電通の三上美里さん(右)とともにLINEスタンプ案を考える佐賀農業高の生徒=白石町の佐賀農業高

 インターネットを通じたコミュニケーションを充実させるためのワークショップが14日、白石町の佐賀農業高であった。大手広告代理店・電通の社員2人がデジタルコミュニケーションの重要性を伝えるとともに、参加した約20人の生徒は無料通信アプリLINE(ライン)のスタンプ作りに挑戦した。

 昨年度東京であった農業高校のホームページコンテストで同校が全国最優秀に輝き、ワークショップはその副賞として実施。電通でCM企画などに当たる村田晋平さんと、同コンテストを企画・運営した三上美里さんが来校した。

 2人はインターネットが普及した現状を踏まえ「発信力のある人が勝ち上がれる時代」と指摘。SNSで投稿された写真などから感じ取る相手の印象を例に、「自分が『こう見られたい』と思う通りに相手に見せられれば得につながる。企業や学校、商品も同じ」と話した。

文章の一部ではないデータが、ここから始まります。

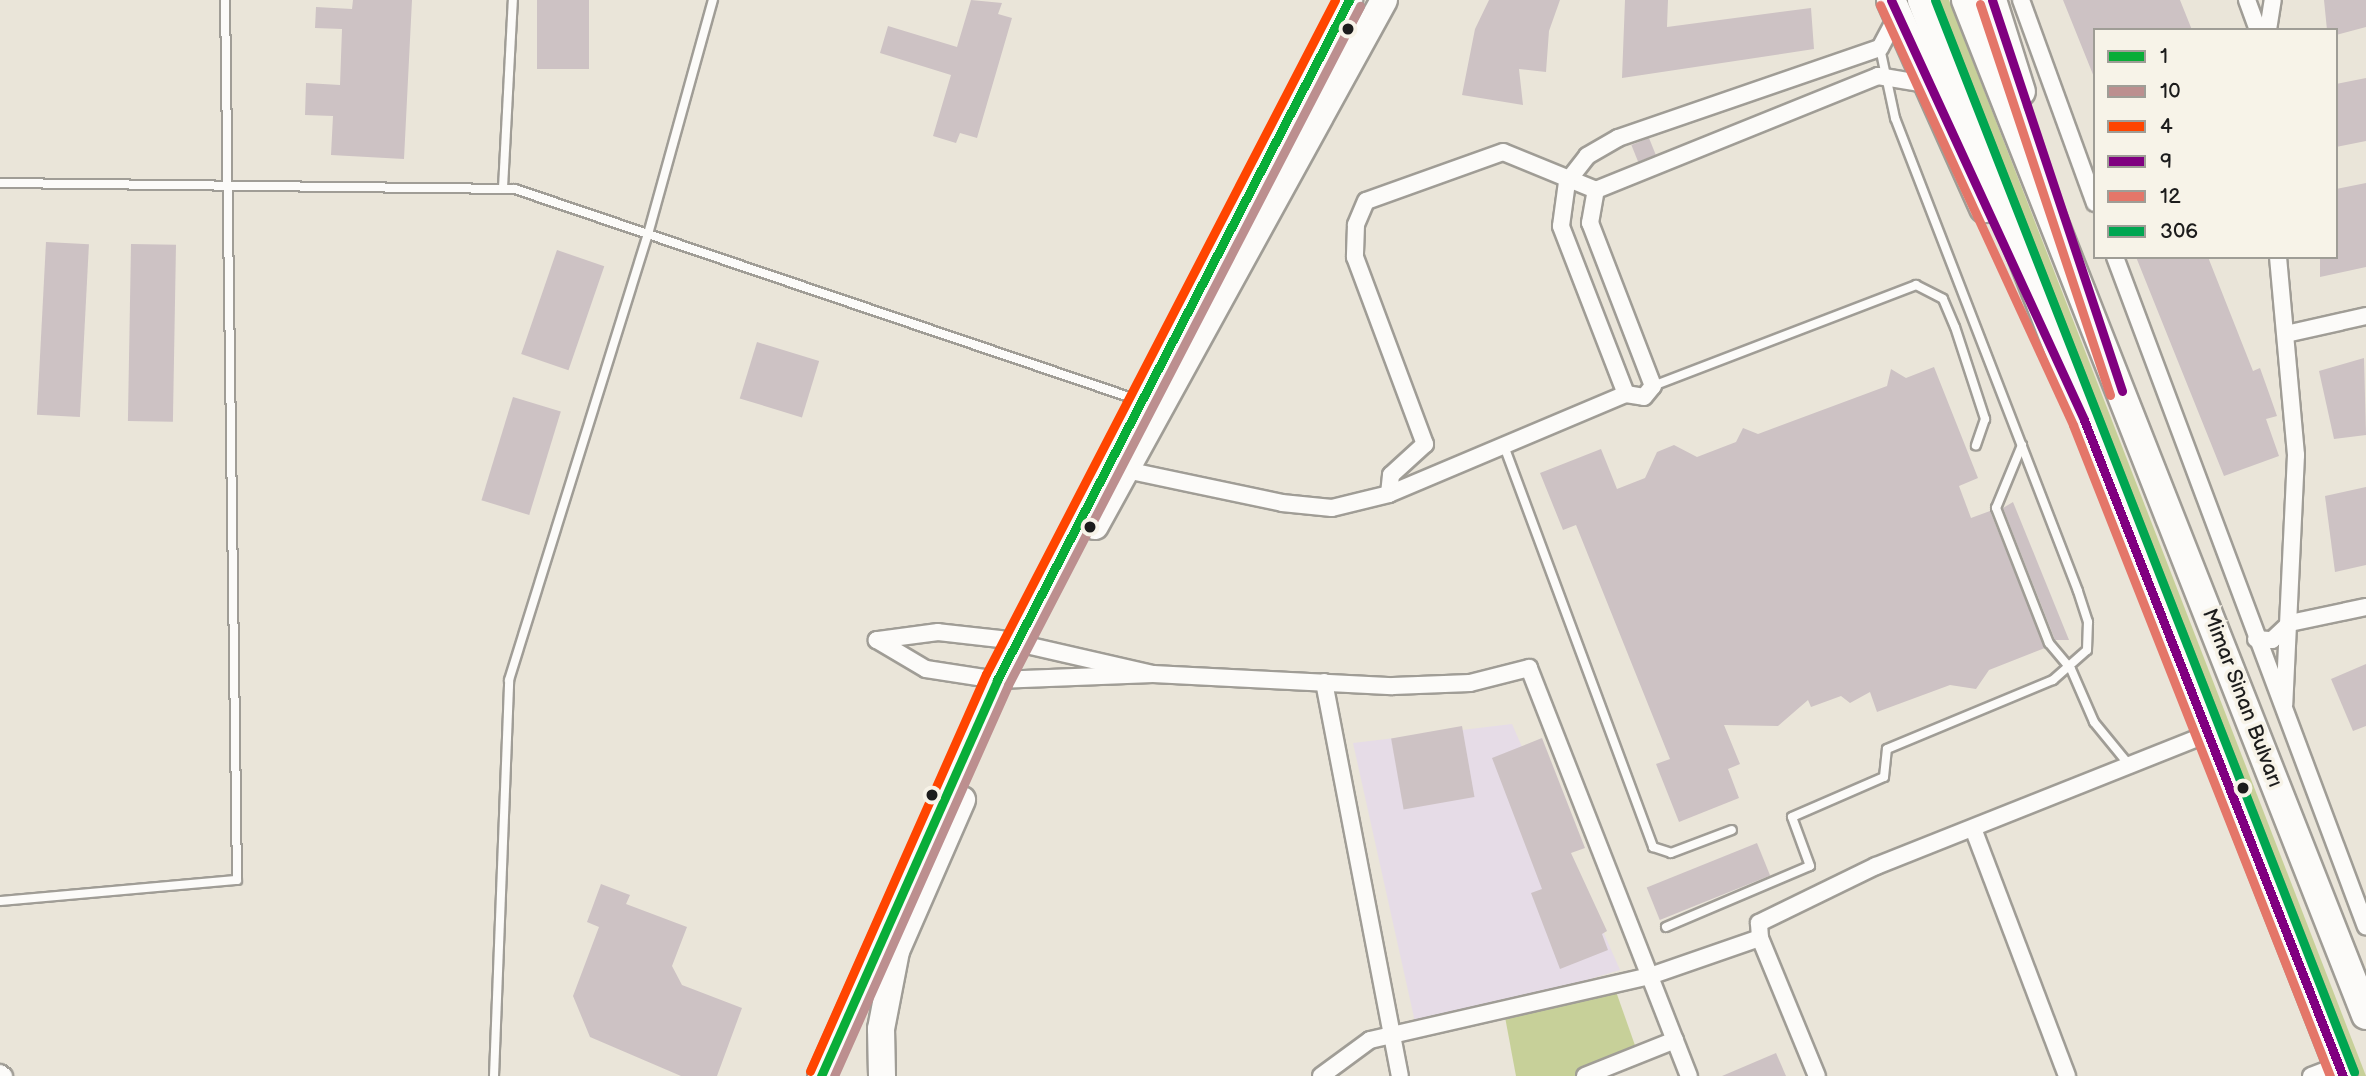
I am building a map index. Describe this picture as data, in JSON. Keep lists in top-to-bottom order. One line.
{"streets":{"highway":["Mimar Sinan Bulvarı"]},"lines":["transit line 1","transit line 4","transit line 9","transit line 306","transit line 12","transit line 10"],"legend":["1","10","4","9","12","306"]}
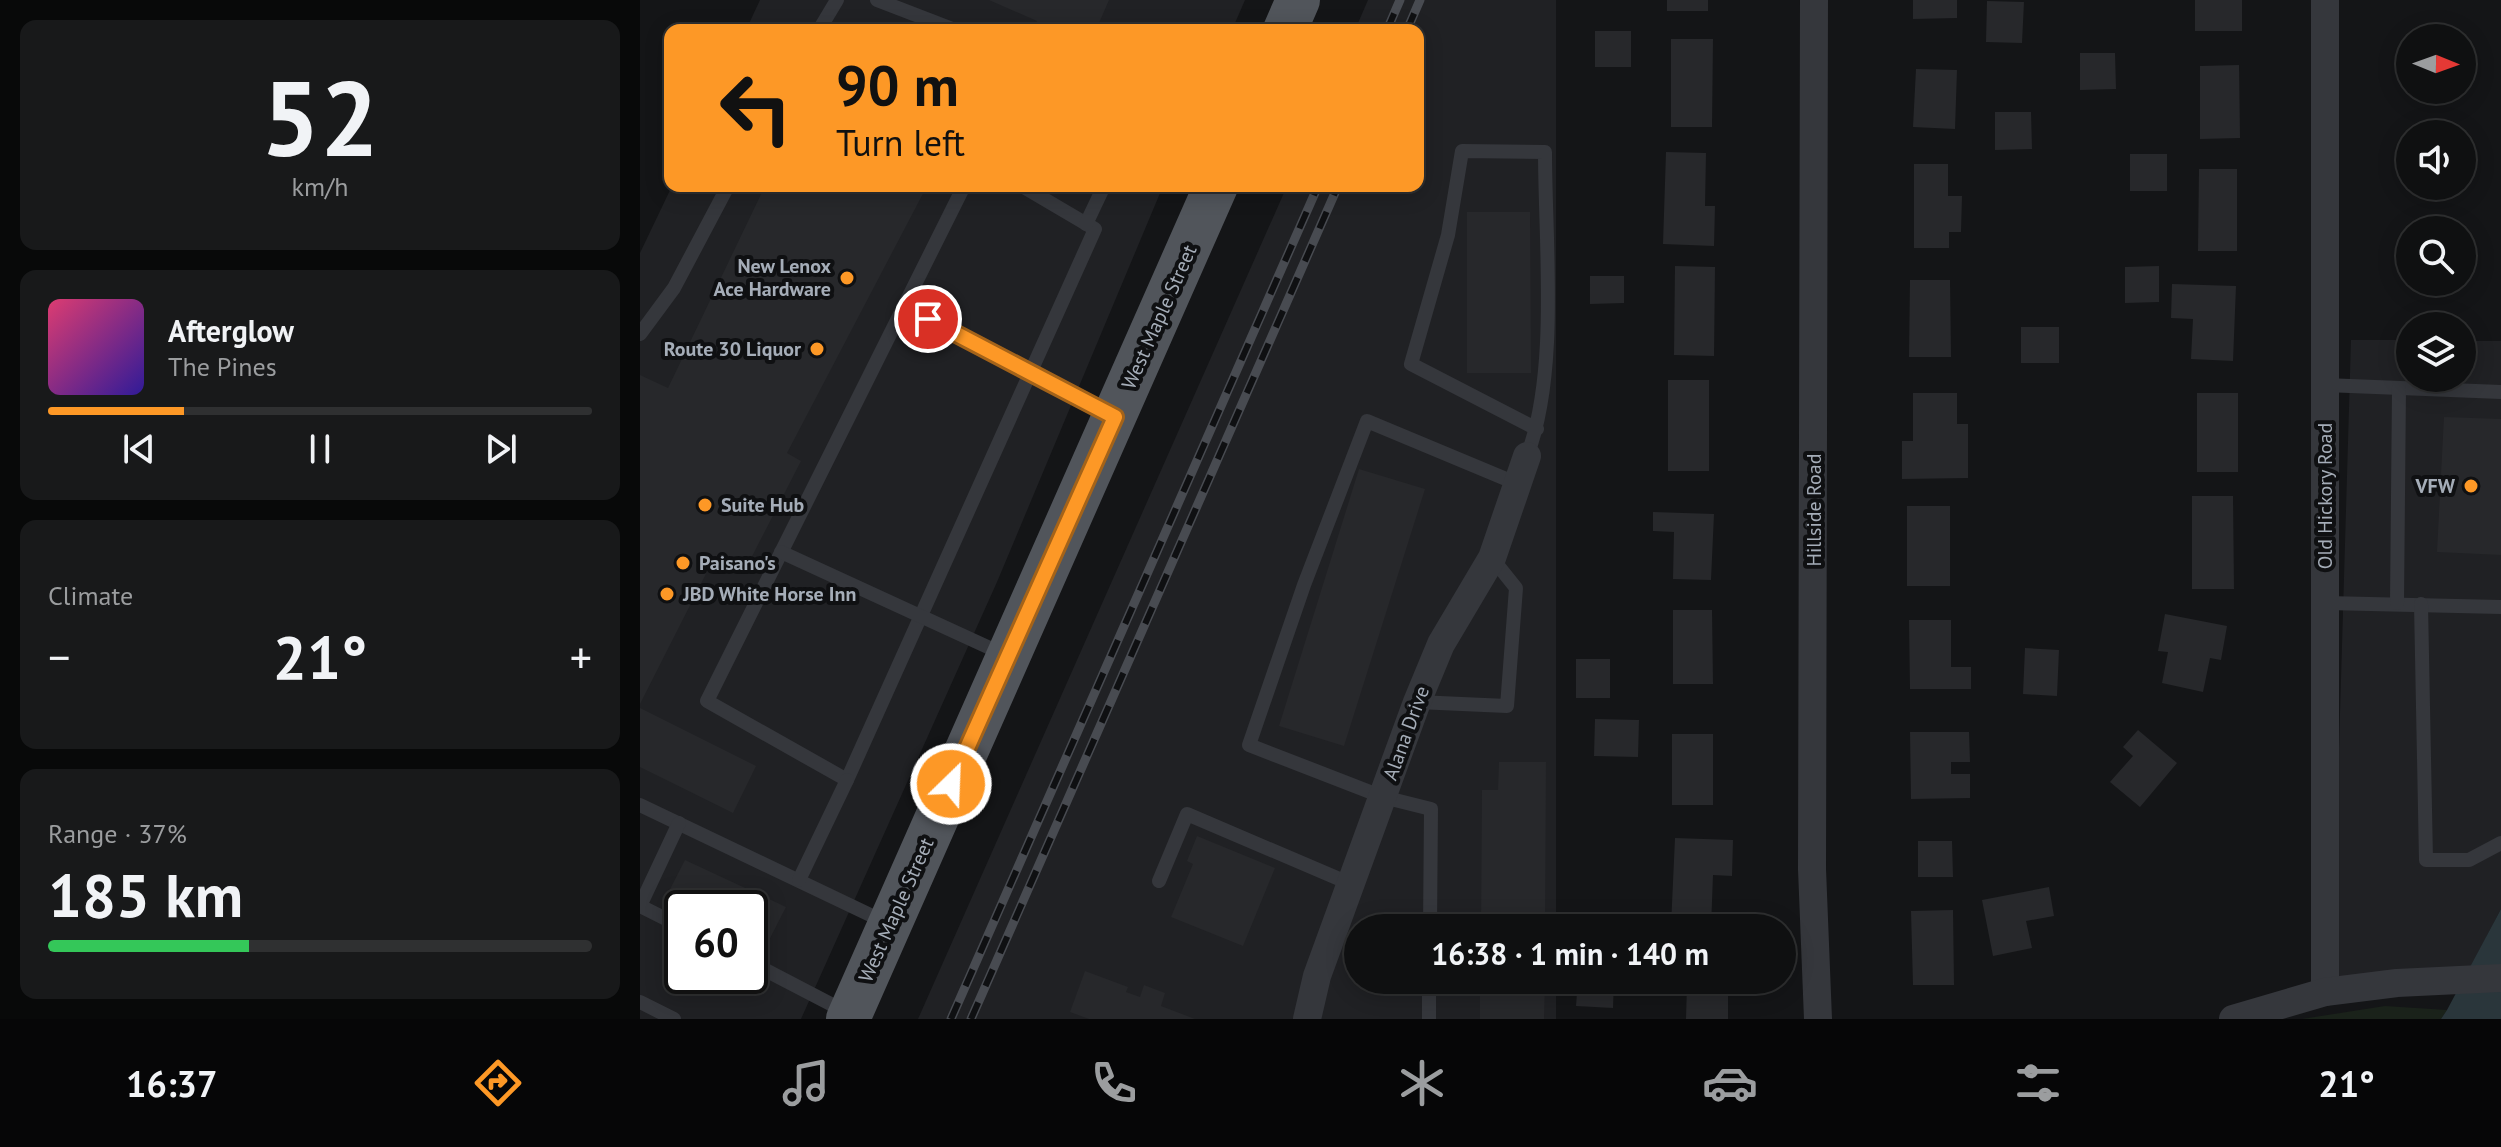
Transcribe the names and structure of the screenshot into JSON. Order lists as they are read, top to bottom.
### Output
{
  "streets": {
    "main road": ["West Maple Street"],
    "street": ["Old Hickory Road", "Hillside Road", "Alana Drive"]
  },
  "places": [
    "New Lenox Ace Hardware",
    "Route 30 Liquor",
    "VFW",
    "Suite Hub",
    "Paisano's",
    "JBD White Horse Inn"
  ],
  "north": "right",
  "page": {
    "tile": [
      ["52", "km/h"],
      "Climate",
      ["Range · 37%", "185 km"]
    ],
    "turn": ["90 m", "Turn left"],
    "song": ["Afterglow", "The Pines"],
    "heat": ["−", "21°", "+"],
    "limit": "60",
    "trip": "16:38 · 1 min · 140 m",
    "tabs": ["16:37", "21°"]
  }
}
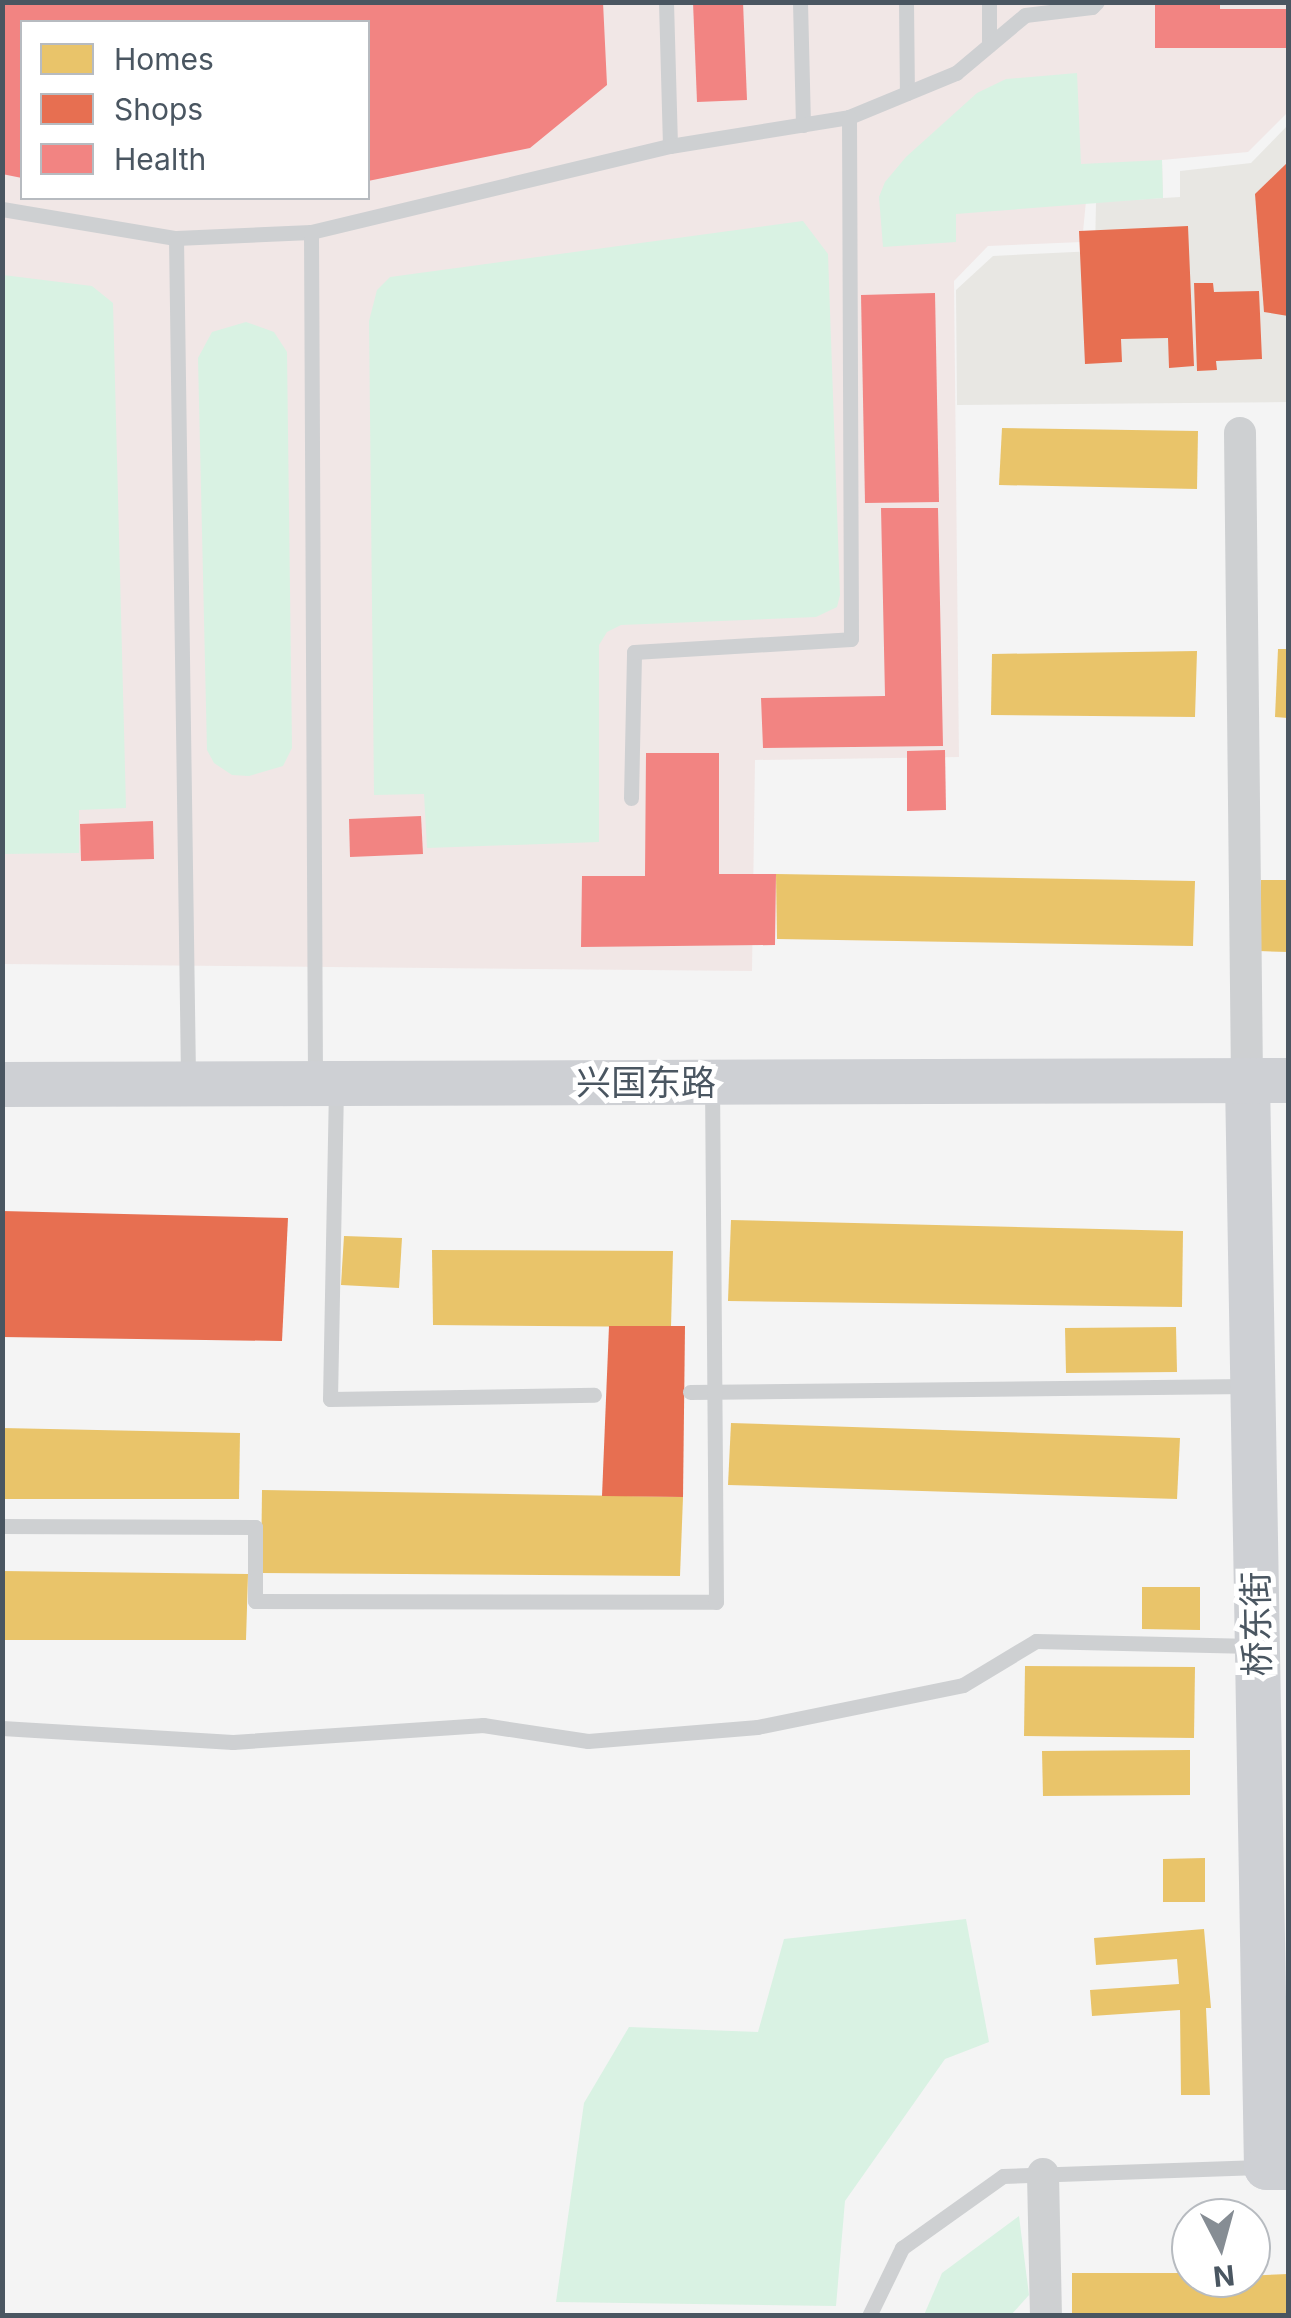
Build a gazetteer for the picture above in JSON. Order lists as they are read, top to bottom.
{
  "streets": {
    "main road": ["兴国东路", "桥东街"]
  },
  "crossings": [
    ["兴国东路", "桥东街"]
  ],
  "legend": ["Homes", "Shops", "Health"],
  "north": "bottom"
}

 生徒たちは「佐賀農業高らしさ」をテーマに同校のホームページを検証。写真が多く分かりやすいことの評価のほか、「部活の名前はあるが成績が載っていない」といった声もあった。

 さらに、生徒同士で使えるLINEスタンプ案作りでは、生徒たちは「りょ(了解)」「お疲れーカツカレー」などの若者言葉と、それに添える絵や写真を考案した。中には「測量中」など同校らしさがにじむスタンプ案もできた。

 スタンプは実際に利用できるようデジタル化し、LINEに申請する。農業科学科2年の村島佳歩さん(16)は「他の人のSNSなどを見る時に、この人は何が伝えたいのかを考えながら見ようと思った。商品開発に興味があるので、プレゼンなどでの伝え方にも生かしたい」と感想を話した。